Por sinal, esta animação criada por Trey Parker e Matt Stone, mesmos responsáveis por “South Park” parece uma das inspirações. Estamos de volta em um momento chave dos EUA: um grupo insurgente liberal não quer mais arcar com os altos impostos para manter os hábitos de vida dos ingleses, como o mercado de chá. Na Europa, a Revolução Francesa dava pistas do caminho a ser seguido e Abraham Lincoln (deslocado para o passado pré-revolucionário e pela quarta vez em uma animação com a voz de Will Forte) inaugura a crise que levaria ao processo de Independência, consolidado por George Washington (pela voz do próprio Tatum). Dialoga com o musical “Hamilton” (2020), disponível no Disney+ ao trazer parte dessa ideologia burguesa com contrapontos contemporâneos, iniciando nesta base a ideia de olhar para além dos atos heroicos dos antigos livros de História.
Ao utilizar a animação e a comédia satírica como forma, “America: The Motion Picture” consegue adicionar bem mais elementos do que a criação de Linn-Manuel Miranda. A licença poética permite transformar o assassinato de Lincoln em um ataque de lobisomem, exagerando nas tintas do antagonismo britânico. Já Thomas Edison (e não Jefferson) e sua tecnologia assombrosa para (a sua) época, atravessa o tempo como uma imigrante chinesa acusada de bruxaria, pela voz de Olivia Munn. Os atravessamentos que pluralizam o grupo que lutará pela liberdade do país vai encontrando as verdadeiras mãos que construíram a América (para citar a canção “The Hands That Built America“, do U2, presente em “Gangues de Nova Iorque“, de 2002, onde Martin Scorsese também se dispunha a tratar das origens daquele território).

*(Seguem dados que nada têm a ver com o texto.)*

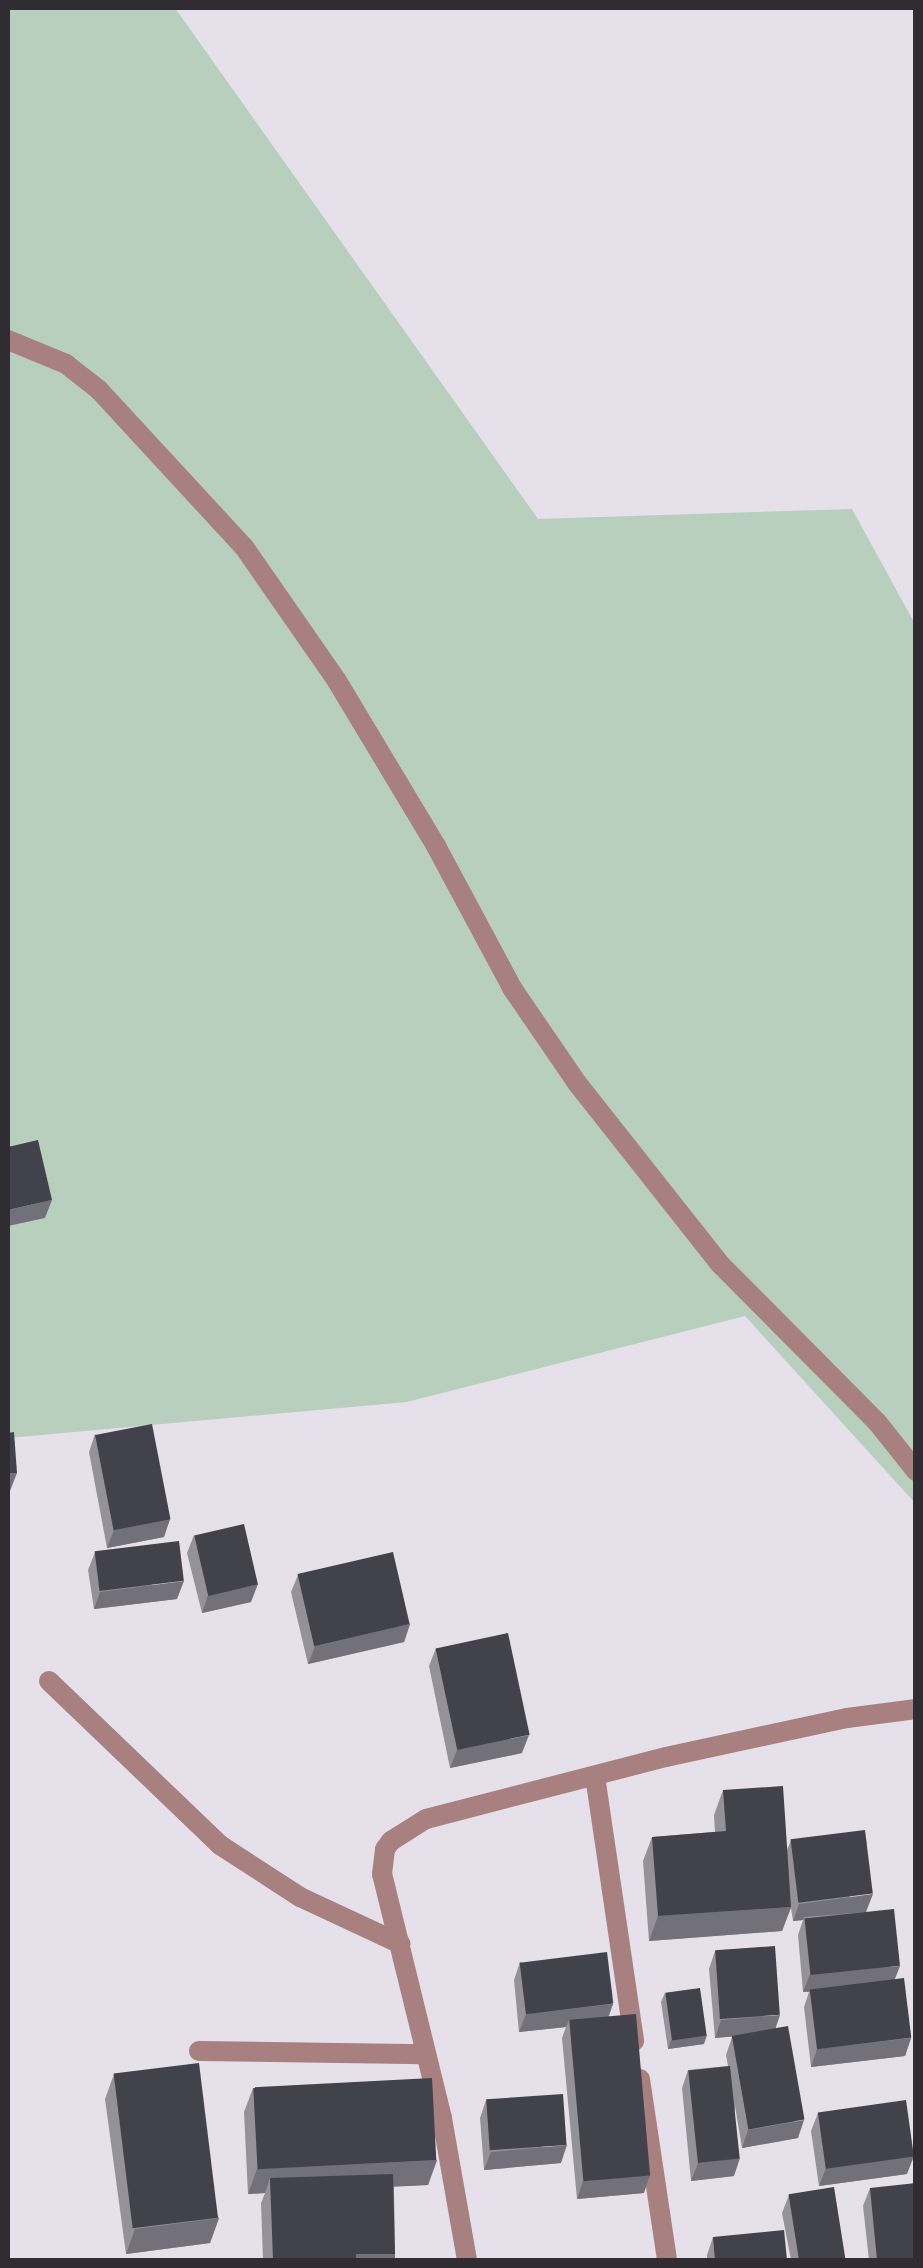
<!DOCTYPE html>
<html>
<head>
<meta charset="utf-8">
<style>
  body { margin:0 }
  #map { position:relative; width:923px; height:2268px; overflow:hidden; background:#e6e0eb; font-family:Helvetica,sans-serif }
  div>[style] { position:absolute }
  .green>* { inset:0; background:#b9cfbe }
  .service>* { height:20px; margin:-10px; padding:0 10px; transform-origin:10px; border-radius:10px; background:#a88080 }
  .minor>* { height:20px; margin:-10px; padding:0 10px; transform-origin:10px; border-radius:10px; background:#a88080 }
  .wall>* { inset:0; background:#94919b }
  .shaded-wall>* { inset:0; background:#72717b; transform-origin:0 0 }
  .building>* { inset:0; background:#41424b; transform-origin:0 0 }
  span { translate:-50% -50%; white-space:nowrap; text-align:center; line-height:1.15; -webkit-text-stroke:10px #fff; paint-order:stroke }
  .frame { position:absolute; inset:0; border:10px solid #2f2d31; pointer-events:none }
</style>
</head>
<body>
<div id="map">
  <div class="green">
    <i style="clip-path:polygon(8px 8px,175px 8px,538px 519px,852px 509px,915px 624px,915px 1503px,745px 1316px,407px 1402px,8px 1438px)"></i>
  </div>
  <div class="service">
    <i style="left:8px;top:340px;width:63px;rotate:22.5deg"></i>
    <i style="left:66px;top:364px;width:42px;rotate:38.2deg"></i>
    <i style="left:99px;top:390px;width:214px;rotate:47.3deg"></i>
    <i style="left:244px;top:547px;width:163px;rotate:55.2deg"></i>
    <i style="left:337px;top:681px;width:192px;rotate:59deg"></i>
    <i style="left:436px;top:846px;width:161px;rotate:61.8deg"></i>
    <i style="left:512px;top:988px;width:115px;rotate:55.6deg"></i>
    <i style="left:577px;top:1083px;width:231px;rotate:51.7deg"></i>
    <i style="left:720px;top:1264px;width:223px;rotate:45.2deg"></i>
    <i style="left:877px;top:1422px;width:63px;rotate:51.5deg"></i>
  </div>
  <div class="minor">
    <i style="left:49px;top:1681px;width:237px;rotate:43.8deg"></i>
    <i style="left:220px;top:1845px;width:95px;rotate:33deg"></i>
    <i style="left:300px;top:1897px;width:111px;rotate:25deg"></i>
    <i style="left:595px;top:1776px;width:268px;rotate:81.6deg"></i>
    <i style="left:199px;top:2051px;width:226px;rotate:0.8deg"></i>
    <i style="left:640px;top:2079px;width:183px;rotate:81.5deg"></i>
    <i style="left:467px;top:2260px;width:144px;rotate:-100deg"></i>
    <i style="left:442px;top:2118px;width:251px;rotate:-103.8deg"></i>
    <i style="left:382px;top:1874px;width:25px;rotate:-83deg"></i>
    <i style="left:385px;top:1849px;width:10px;rotate:-53deg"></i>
    <i style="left:391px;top:1841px;width:41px;rotate:-32.2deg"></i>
    <i style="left:426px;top:1819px;width:248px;rotate:-14.5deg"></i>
    <i style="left:666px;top:1757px;width:185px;rotate:-12.2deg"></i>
    <i style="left:847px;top:1718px;width:70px;rotate:-7.4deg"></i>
  </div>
  <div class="wall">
    <i style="clip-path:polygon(95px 1434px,170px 1519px,164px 1537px,107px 1548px,89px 1452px)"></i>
    <i style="clip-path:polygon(194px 1535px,251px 1602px,202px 1613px,187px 1553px)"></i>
    <i style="clip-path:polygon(95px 1552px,177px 1599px,94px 1609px,88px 1570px)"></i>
    <i style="clip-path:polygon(298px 1575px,410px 1624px,404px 1642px,308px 1664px,291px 1592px)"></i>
    <i style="clip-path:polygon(436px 1648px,522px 1753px,450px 1768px,429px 1666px)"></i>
    <i style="clip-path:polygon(723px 1790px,787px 1850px,791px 1840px,866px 1912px,895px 1979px,911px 2038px,905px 2056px,811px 2067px,804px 2007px,809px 1992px,803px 1992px,798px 1935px,803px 1920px,793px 1921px,791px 1908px,782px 1931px,649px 1941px,643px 1861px,652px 1837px,715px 1832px,714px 1815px)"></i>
    <i style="clip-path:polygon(715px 1951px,775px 2029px,798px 2138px,742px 2148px,735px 2106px,734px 2176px,691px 2181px,682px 2088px,688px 2070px,728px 2066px,726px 2055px,732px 2037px,735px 2036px,715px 2038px,709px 1969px)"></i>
    <i style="clip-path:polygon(520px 1962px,613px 2004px,609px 2016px,644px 2193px,577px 2199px,562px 2038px,566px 2027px,519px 2032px,514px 1980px)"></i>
    <i style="clip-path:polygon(665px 1993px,704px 2044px,668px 2049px,661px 2002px)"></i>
    <i style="clip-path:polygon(114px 2074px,219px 2218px,210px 2243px,126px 2254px,105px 2099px)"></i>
    <i style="clip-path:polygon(253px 2088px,437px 2160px,428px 2185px,394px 2186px,395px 2254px,393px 2260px,263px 2260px,261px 2203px,265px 2193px,248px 2194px,244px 2112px)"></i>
    <i style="clip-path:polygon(486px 2100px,561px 2163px,484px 2170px,480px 2118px)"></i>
    <i style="clip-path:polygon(818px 2113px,907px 2174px,819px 2186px,811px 2131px)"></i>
    <i style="clip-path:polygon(870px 2188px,916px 2260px,869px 2260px,863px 2206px)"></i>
    <i style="clip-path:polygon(789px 2195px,846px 2260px,791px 2260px,782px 2213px)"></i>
    <i style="clip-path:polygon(713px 2237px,787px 2260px,707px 2260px,707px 2255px)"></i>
  </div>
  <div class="shaded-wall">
    <i style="clip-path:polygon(52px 1200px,45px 1218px,8px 1226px,8px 1210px)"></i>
    <i style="clip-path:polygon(8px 1473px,17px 1473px,10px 1491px,8px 1491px)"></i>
    <i style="clip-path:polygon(170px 1519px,164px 1537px,107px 1548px,114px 1530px)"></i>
    <i style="clip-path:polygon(184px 1581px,177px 1599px,94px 1609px,100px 1592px)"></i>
    <i style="clip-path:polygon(258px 1584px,251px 1602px,202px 1613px,208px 1595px)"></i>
    <i style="clip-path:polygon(410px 1624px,404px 1642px,308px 1664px,315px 1646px)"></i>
    <i style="clip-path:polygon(529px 1735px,522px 1753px,450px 1768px,457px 1750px)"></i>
    <i style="clip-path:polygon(873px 1894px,866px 1912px,804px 1917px,803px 1920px,793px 1921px,799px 1904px)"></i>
    <i style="clip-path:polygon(791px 1907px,782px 1931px,649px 1941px,658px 1916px)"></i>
    <i style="clip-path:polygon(900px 1966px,893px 1984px,803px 1992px,810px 1974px)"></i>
    <i style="clip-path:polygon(613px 2004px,606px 2022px,569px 2020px,566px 2027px,519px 2032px,526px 2014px)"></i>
    <i style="clip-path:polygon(780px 2015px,774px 2033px,715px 2038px,721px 2020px)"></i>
    <i style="clip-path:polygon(707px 2035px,704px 2044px,668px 2049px,671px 2040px)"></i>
    <i style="clip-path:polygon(911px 2038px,905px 2056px,811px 2067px,817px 2049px)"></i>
    <i style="clip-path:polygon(804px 2120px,798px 2138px,742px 2148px,748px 2130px)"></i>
    <i style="clip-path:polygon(567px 2145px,561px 2163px,484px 2170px,491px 2152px)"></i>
    <i style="clip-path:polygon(914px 2156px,907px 2174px,819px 2186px,826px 2168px)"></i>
    <i style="clip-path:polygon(740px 2158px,734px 2176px,691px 2181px,698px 2163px)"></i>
    <i style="clip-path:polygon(437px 2160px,428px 2185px,271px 2193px,270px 2178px,265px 2193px,248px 2194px,257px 2169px)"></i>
    <i style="clip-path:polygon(650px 2175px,644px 2193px,577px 2199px,583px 2181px)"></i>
    <i style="clip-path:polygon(219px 2218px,210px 2243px,126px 2254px,135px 2229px)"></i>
    <i style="left:356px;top:2254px;width:39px;height:6px"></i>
  </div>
  <div class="building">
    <i style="clip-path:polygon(38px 1140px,52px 1200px,8px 1210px,8px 1147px)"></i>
    <i style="left:152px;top:1424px;width:97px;height:58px;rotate:79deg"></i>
    <i style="clip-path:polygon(14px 1432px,17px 1473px,8px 1473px,8px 1433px)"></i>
    <i style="left:244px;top:1524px;width:62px;height:51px;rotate:77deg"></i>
    <i style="left:179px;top:1541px;width:40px;height:85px;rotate:83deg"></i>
    <i style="left:393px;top:1552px;width:74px;height:98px;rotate:77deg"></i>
    <i style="left:508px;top:1633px;width:104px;height:74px;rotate:78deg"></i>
    <i style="clip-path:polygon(783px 1786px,791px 1907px,658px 1916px,652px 1837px,726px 1831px,723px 1790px)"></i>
    <i style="left:865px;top:1830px;width:64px;height:75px;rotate:83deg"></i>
    <i style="left:894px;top:1909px;width:57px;height:90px;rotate:84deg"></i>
    <i style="left:775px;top:1946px;width:69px;height:60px;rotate:86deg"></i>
    <i style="left:607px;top:1952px;width:52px;height:88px;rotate:83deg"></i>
    <i style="left:904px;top:1978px;width:60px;height:95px;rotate:83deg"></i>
    <i style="left:700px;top:1988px;width:48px;height:35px;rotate:82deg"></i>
    <i style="left:636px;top:2014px;width:162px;height:67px;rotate:85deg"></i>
    <i style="left:788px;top:2026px;width:95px;height:57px;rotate:80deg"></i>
    <i style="left:199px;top:2063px;width:156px;height:86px;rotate:83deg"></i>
    <i style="left:730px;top:2066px;width:93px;height:42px;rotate:84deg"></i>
    <i style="left:432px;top:2078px;width:82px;height:179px;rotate:87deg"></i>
    <i style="left:563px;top:2094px;width:51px;height:77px;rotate:86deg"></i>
    <i style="left:906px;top:2100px;width:57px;height:89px;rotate:82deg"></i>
    <i style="clip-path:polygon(393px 2174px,395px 2254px,356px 2254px,356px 2260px,273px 2260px,270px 2178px)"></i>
    <i style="clip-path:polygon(916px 2183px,916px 2260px,877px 2260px,870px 2188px)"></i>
    <i style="left:834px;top:2187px;width:74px;height:46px;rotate:81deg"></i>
    <i style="clip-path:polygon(784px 2230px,787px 2260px,715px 2260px,713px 2237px)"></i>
  </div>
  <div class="frame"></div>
</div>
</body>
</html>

Caracterizando George Washington como um estadunidense moderno (mesmo que não trumpista ou republicano por convicção, mas ainda assim fruto de seu meio), nos deparamos com um protagonista de inteligência limitada, que não consegue compreender seu privilégio branco nem quando as pessoas próximas verbalizam. Ele reúne um grupo carregado de representatividade por acidente e não por mérito.
Gerônimo (Raoul Max Trujillo), líder indígena apache do século XIX; o ferreiro inspirado na lenda de John Henry e chamado apenas de Blacksmith (Killer Mike) e até a figura mitológica e (passadas algumas décadas) ancestral do Robocop, um dos aspectos do sonho americano materializado. Já a realeza britânica é trocada do George III (monarca do período) por James I (Simon Pegg), que governo um século e meio antes, apontando como fundamental para a exploração colonial da América Inglesa ao inaugurar o sistema de plantation no território.
Merece destaque o ato final, em uma clássica batalha campal ao som de “Fight for the Right” dos Beastie Boys, em uma estética que lembra a mais jovem narrativa imperialista incrustada em nossa cultura, “Os Vingadores: Ultimato” (2019). Talvez o mergulho na narrativa, nos primeiros minutos, demande uma base de conhecimento dos aspectos da historiografia dos Estados Unidos, ainda mais em uma proposital bagunça cronológica e temática. Mas, depois disso, a diversão é sequencial, em um ritmo de gags que demonstram a criatividade de Dave Callaham, após tantos textos sofríveis na carreira.
Do amor pelas armas (compradas em mercados) ao histórico de guerras estrangeiras representado pelo Bar Vietnã, passando pelos falsos preceitos bíblicos citados por Washington, “America: The Motion Picture” embute referências culturais atuais e de várias épocas em uma missão, cumprida com sucesso, de mapear os hábitos do cidadão-médio norte-americano e bagunçar a sua percepção acerca da gloriosa história de seu país – mesmo que a jornada liberal contra os impostos soe uma mensagem bem menos debochada ao final.